Like I said earlier, if this means that you need to stop reading this blog to practice, please don’t hesitate. In fact, go. Get up and just do it already.

Do you meditate?

Would you try meditation to help ease your stress?

How do you cope with stress?

As always, keep paying it forward. Stay healthy! 🙂

6 Replies to “Stress Less and Meditate Already”

  1. Very nice post!
    Just heard the Dalai Lama speak in Atlanta Georgia yesterday. The university there (Emory) has established an entire school devoted to the practice of mindfulness. They are currently publishing many research papers on the effect of mindful meditation on the immune system. The studies also show an increase in your sense of compassion because it stimulates (in some cases actually grows) the amygdala, the part of your brain that controls such things. They are also currently working on a curriculum for use in American schools K-12.
    In my cancer survivors book, we discuss the importance of mindfulness and meditation for healing and reducing the risk of all chronic illness especially cancer.

    Hopefully you’ve swayed more than 1 person!


    1. That is so cool about Emory! Mindfulness and positive psychology are two practices that I’ve given a lot of thought to this past year. It’s incredible how much we can affect our health positively through our thoughts and the way we approach the world around us. After I wrote this piece I thought about writing a follow up to look at how meditation and mindfulness impacts specific populations, namely children and office workers (I’ve read studies where they tested groups of people performing various tasks with and without mindfulness meditation and the group that meditated completely outperformed the others). I’d love to hear more about your book. That sounds incredible! One of my teachers in my wellness coaching course is a cancer survivor and she also spoke about how much mindfulness played a role in her rehabilitation and then in her work with other survivors as well. This is all such fascinating stuff. Thanks so much!!

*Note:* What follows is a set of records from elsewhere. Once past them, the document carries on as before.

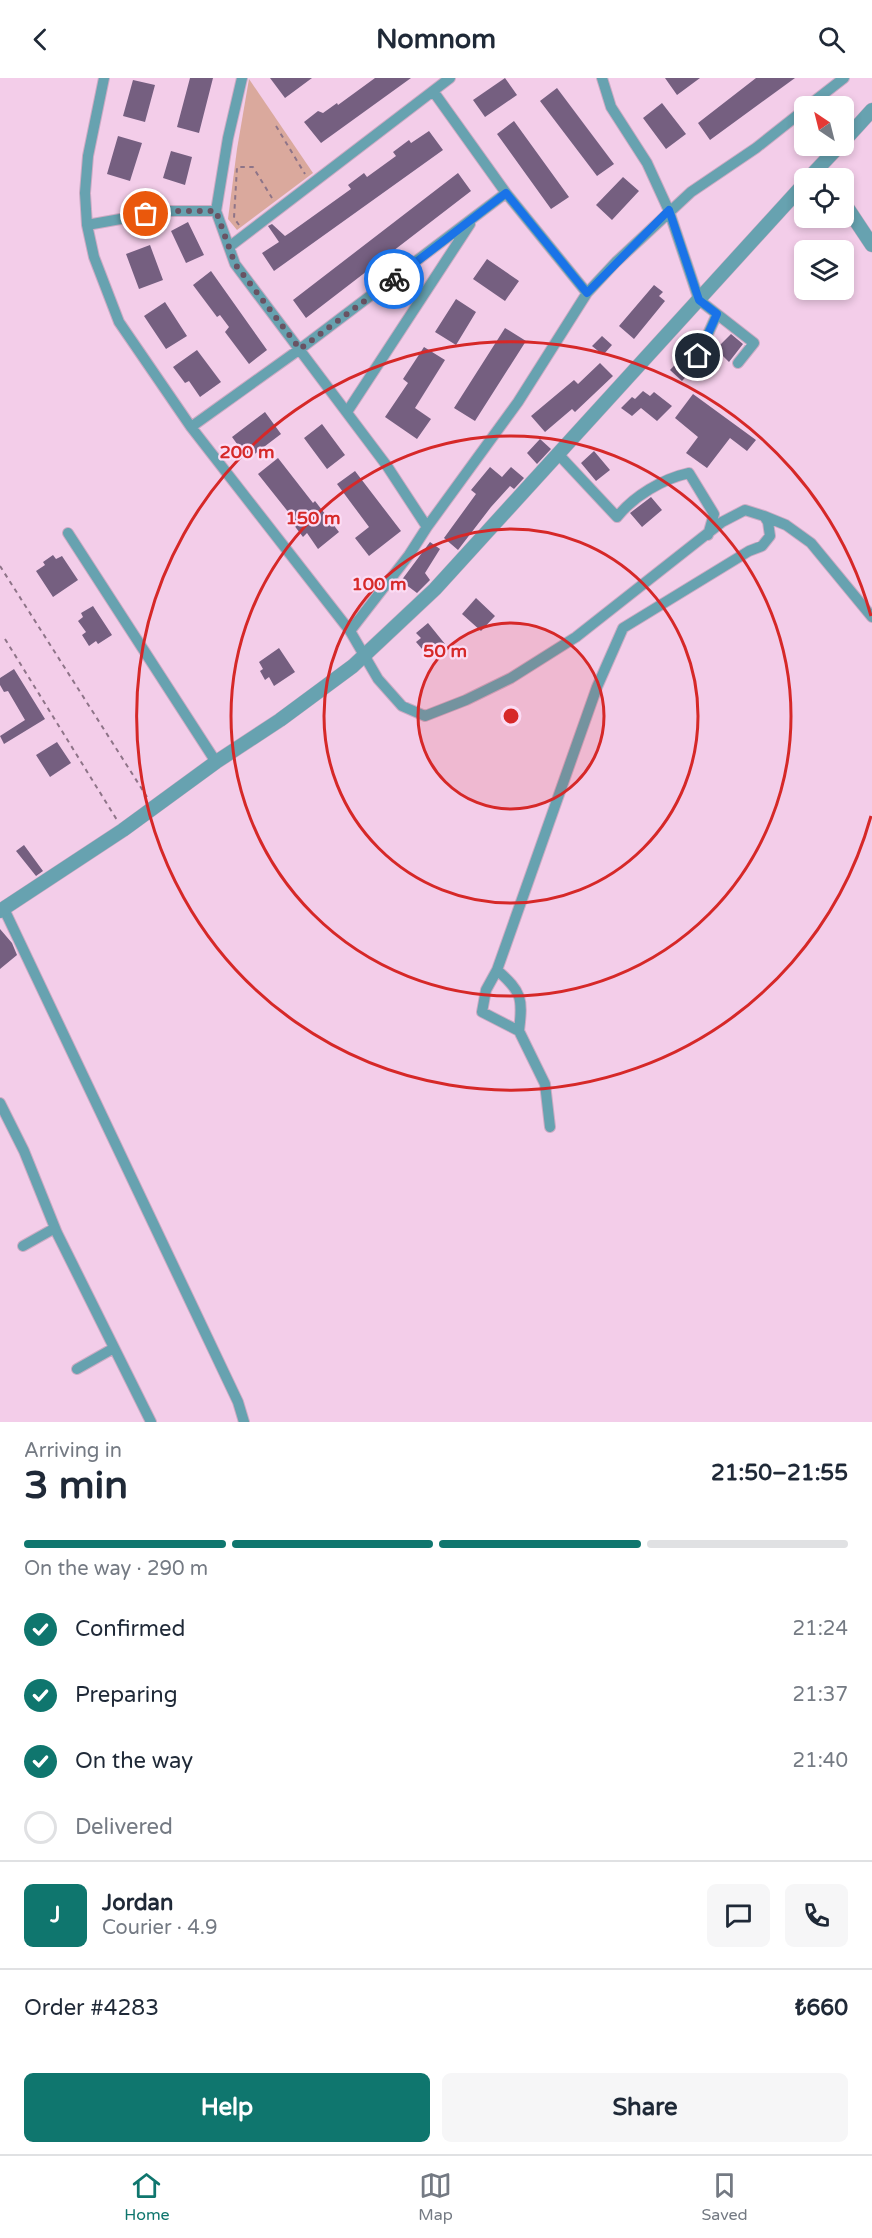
<!DOCTYPE html>
<meta charset="utf-8">
<style>
:root{--surface:#fff;--page:#f6f6f7;--text:#1f2937;--muted:#747a83;--line:#e0e1e3;--accent:#0f766e}
body{margin:0;font-family:"Varela Round",sans-serif;background:var(--page);color:var(--text);height:100vh;display:flex;flex-direction:column;font-size:22px;white-space:nowrap}
*{box-sizing:border-box;margin:0}
p{font-size:20px;color:var(--muted)}
.icon{flex:none;width:33px;height:33px;fill:none;stroke:currentColor;stroke-width:2;stroke-linecap:round;stroke-linejoin:round}
.map{position:relative;height:1344px;overflow:hidden}
.sheet{display:flex;flex-direction:column;background:var(--surface);flex:1}
.sheet>*{flex:none}
.needle{width:39px;rotate:325deg}
.tools{position:absolute;left:794px;top:18px;display:grid;gap:12px}
.tools a{display:grid;place-items:center;width:60px;height:60px;border-radius:9px;background:var(--surface);box-shadow:0 3px 9px #0003;font-size:30px}
.pin{position:absolute;display:grid;place-items:center;width:51px;height:51px;color:#fff;margin:-26px;border:3px solid #fff;border-radius:50%;box-shadow:0 2px 6px #0007}
.courier{position:absolute;display:grid;place-items:center;width:60px;height:60px;margin:-30px;border:4px solid #1a73e8;border-radius:50%;background:#fff;color:#222;box-shadow:0 2px 8px #0007}
.headline em{font-style:normal;font-weight:800}
.headline div{display:flex;flex-direction:column-reverse}
.headline{display:flex;align-items:center;justify-content:space-between;height:102px;padding:0 24px}
h1{font-size:39px;font-weight:800;line-height:45px}
.bar{display:grid;grid-template-columns:repeat(4,1fr);gap:9px 6px;align-content:center;height:72px;padding:0 24px}
.bar i{height:8px;border-radius:4px;background:var(--line)}
.bar .active{background:var(--accent)}
.bar p{grid-column:span 4}
.line{display:flex;align-items:center;gap:15px;padding:0 24px;border-top:2px solid var(--line)}
.line div{flex:1}
.round{display:grid;place-items:center;flex:none;width:63px;height:63px;border-radius:9px;background:var(--page)}
ol{padding:0 24px;list-style:none}
li{display:flex;align-items:center;gap:18px;height:66px}
li p{margin-inline-start:auto}
li .icon{padding:6px;border-radius:50%;background:var(--accent);color:#fff;stroke-width:4}
li:last-child{color:var(--muted)}
li i{width:33px;height:33px;border:3px solid var(--line);border-radius:50%}
.action{display:flex;gap:12px;margin-top:auto;padding:12px 24px}
.action a{flex:1;height:69px;border-radius:9px;background:var(--accent);color:#fff;font-size:24px;font-weight:800;line-height:69px;text-align:center}
.action a+a{background:var(--page);color:var(--text)}
header{display:flex;justify-content:space-between;align-items:center;height:78px;padding:0 24px;background:var(--surface);font-size:27px;font-weight:800}
.dock{display:flex;justify-content:space-around;align-items:center;height:84px;border-top:2px solid var(--line);background:var(--surface);font-size:16px;color:var(--muted)}
.dock a{display:grid;justify-items:center;gap:3px}
.dock .active{color:var(--accent)}
.map>svg:first-child{display:block}
.green{fill:#daa99d}
.building{fill:#755f80}
.lines{fill:none;stroke-linecap:round;stroke-linejoin:round}
.minor-casing{stroke:#cdabc4;stroke-width:12}
.tertiary-casing{stroke:#cdabc4;stroke-width:15}
.path{stroke:#8e7488;stroke-width:2;stroke-dasharray:4.5 4.5;stroke-linecap:butt}
.minor{stroke:#67a2b0;stroke-width:10}
.tertiary{stroke:#67a2b0;stroke-width:14}
.done{stroke:#695363;stroke-width:6;stroke-dasharray:0 10.8}
.route{stroke:#1a73e8;stroke-width:8}
.ring{fill:none;stroke:#d62828;stroke-width:3}
.centre{fill:#d62828;stroke:#fbdcf4;stroke-width:3}
.ring-label{font-size:18px;text-anchor:middle;font-weight:bold;fill:#d62828;stroke:#fbdcf4;stroke-width:4.5;stroke-linejoin:round;paint-order:stroke}
</style>
<header><svg class="icon" aria-label="back" viewBox="0 0 24 24"><path d="M15 5l-7 7 7 7"/></svg>Nomnom<svg class="icon" aria-label="search" viewBox="0 0 24 24"><circle cx="10" cy="10" r="6"/><path d="M15 15l6 6"/></svg></header>
<div class="map">
<svg width="872" height="1344" viewBox="0 0 872 1344">
<rect width="100%" height="100%" fill="#f3cde9"/>
<path class="green" d="M249,1L313,95L237,152L228,141L237,71Z"/>
<path class="building" d="M190,0H213L199,55L177,49Z
M270,0H312L285,20Z
M375,0H411L321,65L304,44L318,33L323,35L337,25L338,27Z
M505,0L517,17L485,39L473,22Z
M665,0H700L677,17Z
M756,0H795L710,62L698,45Z
M133,2L155,7L145,44L123,38Z
M557,10L614,86L597,98L540,23Z
M662,25L686,56L666,71L643,40Z
M514,43L569,119L551,131L497,56Z
M429,53L443,72L274,193L262,175L279,164L268,148L272,146L285,158L291,154L351,111L348,107L364,95L367,99L396,78L393,74L409,62L411,65Z
M118,58L142,65L130,103L107,96Z
M171,73L192,79L185,107L163,100Z
M458,95L471,113L306,240L293,222Z
M623,99L639,113L612,142L596,127Z
M188,144L204,177L186,185L171,153Z
M150,167L163,202L139,211L126,176Z
M487,181L519,203L505,223L473,201Z
M211,193L267,272L249,286L225,254L229,249L220,237L217,239L193,207Z
M654,207L663,214L659,218L665,223L634,261L619,248Z
M456,221L476,234L456,267L435,254Z
M165,224L187,258L166,271L144,238Z
M505,250L526,263L475,343L454,330Z
M731,256L743,266L729,284L716,271Z
M602,258L612,267L603,277L592,268Z
M424,269L445,282L415,330L431,341L417,361L385,339L408,305L403,301Z
M197,272L221,304L200,319L189,303L185,305L173,289Z
M683,278L695,289L682,303L670,292Z
M600,285L613,298L575,334L572,331L545,354L531,338L574,302L578,306Z
M643,313L650,318L654,314L672,328L657,343L641,330L632,338L621,330L632,319L635,321Z
M693,316L756,362L747,373L730,360L707,390L686,375L698,359L675,340Z
M265,334L281,356L248,381L232,359Z
M322,346L345,377L327,391L304,360Z
M540,361L551,371L537,386L527,375Z
M594,373L610,392L596,403L581,385Z
M278,380L313,425L315,423L339,454L318,471L307,455L303,459L290,442L293,440L258,396Z
M490,389L502,399L511,389L524,400L514,411L510,408L491,429L458,472L444,460L476,416L471,412Z
M355,393L401,453L369,478L355,460L369,449L337,406Z
M651,419L662,432L642,449L630,435Z
M430,464L440,471L425,495L430,502L417,515L401,503Z
M53,477L56,481L62,478L78,502L53,519L36,493L45,487L43,484Z
M476,520L495,538L481,553L462,536Z
M93,528L112,557L98,566L96,563L89,568L82,557L86,554L78,543L83,539L81,535Z
M428,545L445,566L429,579L416,564L421,560L416,555Z
M279,570L295,594L274,608L269,599L265,602L260,593L263,591L259,584Z
M14,591L45,641L4,666L0,658L25,642L8,613L4,614L0,607V600Z
M57,664L71,685L50,699L36,677Z
M24,767L43,793L36,798L16,773Z
M0,851L12,865L17,877L0,891Z"/>
<g class="lines">
<g class="minor-casing">
<path id="minor" d="M104,0L88,78L85,115L87,147L94,179L119,244L191,349L350,553L378,601L402,628L425,638L466,622L511,600L576,559L722,444L745,432L764,438L768,444L770,458L762,468L749,473L623,550L597,609L497,892C522,914 523,920 519,953
M242,0L228,60L216,133L235,186L387,388L427,449
M602,0L611,29L647,85L669,133L699,222L754,265L738,285
M433,13L506,115L587,215
M808,28L844,0
M87,147L165,133H216
M229,169L450,0
M698,278L717,236
M347,334L470,146
M191,349L300,271L506,115
M559,377L617,439C634,418 662,401 689,395L714,436L708,457
M764,438L786,447L811,465L872,539
M68,455L216,684
M350,553L409,477L427,449L518,324L587,215L616,184L691,114L756,70L804,32
M4,831L238,1324L244,1344
M497,892L486,912L482,934L519,953L545,1006L550,1049
M0,1025L24,1073L57,1155L151,1344
M23,1168L55,1150
M77,1291L114,1270"/>
</g>
<g class="tertiary-casing">
<path id="tertiary" d="M843,64L872,32
M809,100L839,68
M843,128L848,131L872,167
M0,833L123,752L216,684L280,642L353,588L435,511L804,106"/>
</g>
<path class="path" d="M276,48L305,96
M239,147L234,140L237,89H253L272,120
M0,488L147,719
M5,561L117,742"/>
<use href="#minor" class="minor"/>
<use href="#tertiary" class="tertiary"/>
</g>
<g class="lines">
<path class="done" d="M146,136L165,133H216L235,186L300,271L394,201"/>
<path class="route" d="M394,201L506,115L587,215L669,132L699,222L717,236L698,278"/>
</g>
<circle cx="511" cy="638" r="93" fill="#d62828" fill-opacity=".12"/>
<g class="ring">
<circle cx="511" cy="638" r="93"/>
<circle cx="511" cy="638" r="187"/>
<circle cx="511" cy="638" r="280"/>
<path d="M871 738A374 374 0 1 1 871 538"/>
</g>
<circle cx="511" cy="638" r="9" class="centre"/>
<g class="ring-label">
<text x="247" y="380">200 m</text>
<text x="313" y="446">150 m</text>
<text x="379" y="512">100 m</text>
<text x="445" y="579">50 m</text>
</g>
</svg>
<div class="tools">
<a><svg class="needle" viewBox="-14 -14 28 28"><path d="M0-13l5 13h-10z" fill="#e53935"/><path d="M0 13l5-13h-10z" fill="#747a83"/></svg></a>
<a><svg class="icon" aria-label="locate" viewBox="0 0 24 24"><circle cx="12" cy="12" r="6"/><path d="M12 2v4M12 18v4M2 12h4M18 12h4"/></svg></a>
<a><svg class="icon" aria-label="layers" viewBox="0 0 24 24"><path d="M12 4l9 5-9 5-9-5zM3 14l9 5 9-5"/></svg></a>
</div>
<div class="pin" style="left:146px;top:136px;background:#ea580c"><svg class="icon" aria-label="bag" viewBox="0 0 24 24"><path d="M5 8h14l-1 12H6zM9 8a3 3 0 0 1 6 0"/></svg></div>
<div class="pin" style="left:698px;top:278px;background:#1f2937"><svg class="icon" aria-label="home" viewBox="0 0 24 24"><path d="M3 11l9-7 9 7M6 9v11h12V9"/></svg></div>
<div class="courier" style="left:394px;top:201px"><svg class="icon" aria-label="bike" viewBox="0 0 24 24"><circle cx="6" cy="16" r="4"/><circle cx="18" cy="16" r="4"/><path d="M6 16l4-8h5l3 8M10 8l3 8H6M13 5h3"/></svg></div>
</div>
<section class="sheet">
<div class="headline"><div><h1>3 min</h1><p>Arriving in</p></div><em>21:50–21:55</em></div>
<div class="bar"><i class="active"></i><i class="active"></i><i class="active"></i><i></i><p>On the way · 290 m</p></div>
<ol>
<li><svg class="icon" aria-label="check" viewBox="0 0 24 24"><path d="M5 12l5 5 9-10"/></svg>Confirmed<p>21:24</p></li>
<li><svg class="icon" aria-label="check" viewBox="0 0 24 24"><path d="M5 12l5 5 9-10"/></svg>Preparing<p>21:37</p></li>
<li><svg class="icon" aria-label="check" viewBox="0 0 24 24"><path d="M5 12l5 5 9-10"/></svg>On the way<p>21:40</p></li>
<li><i></i>Delivered</li>
</ol>
<div class="line" style="height:108px"><b class="round" style="background:var(--accent);color:#fff">J</b><div><b>Jordan</b><p>Courier · 4.9</p></div><a class="round"><svg class="icon" aria-label="chat" viewBox="0 0 24 24"><path d="M4 5h16v11H9l-5 4z"/></svg></a><a class="round"><svg class="icon" aria-label="phone" viewBox="0 0 24 24"><path d="M5 4h4l2 5-3 2q2 4 5 5l2-3 5 2v4C11 20 4 13 5 4z"/></svg></a></div>
<div class="line" style="height:78px"><div>Order #4283</div><b>₺660</b></div>
<div class="action"><a>Help</a><a>Share</a></div>
</section>
<nav class="dock">
<a class="active"><svg class="icon" aria-label="home" viewBox="0 0 24 24"><path d="M3 11l9-7 9 7M6 9v11h12V9"/></svg>Home</a>
<a><svg class="icon" aria-label="map" viewBox="0 0 24 24"><path d="M3 6l6-2 6 2 6-2v14l-6 2-6-2-6 2zM9 4v14M15 6v14"/></svg>Map</a>
<a><svg class="icon" aria-label="saved" viewBox="0 0 24 24"><path d="M7 4h10v16l-5-4-5 4z"/></svg>Saved</a>
</nav>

  2. I had no idea that the body responds to “big” stressors and “little” stressors as the same. That’s news to me and quite enlightening! This is a great article. I rely on mediation to stay “halfway sane” and honestly, I don’t do enough of it, Thank you for writing this post. Everyone needs to read it.


    1. The more I learn about how much damage stress can cause to the body, the more I want to nip all that in the bud. Meditation is the first and only practice I’ve tried that actually works. I agree, that I could stand to do it much more than I do now, but the last couple of weeks provided me with a reminder of why I love it so damn much. Thanks Ilene!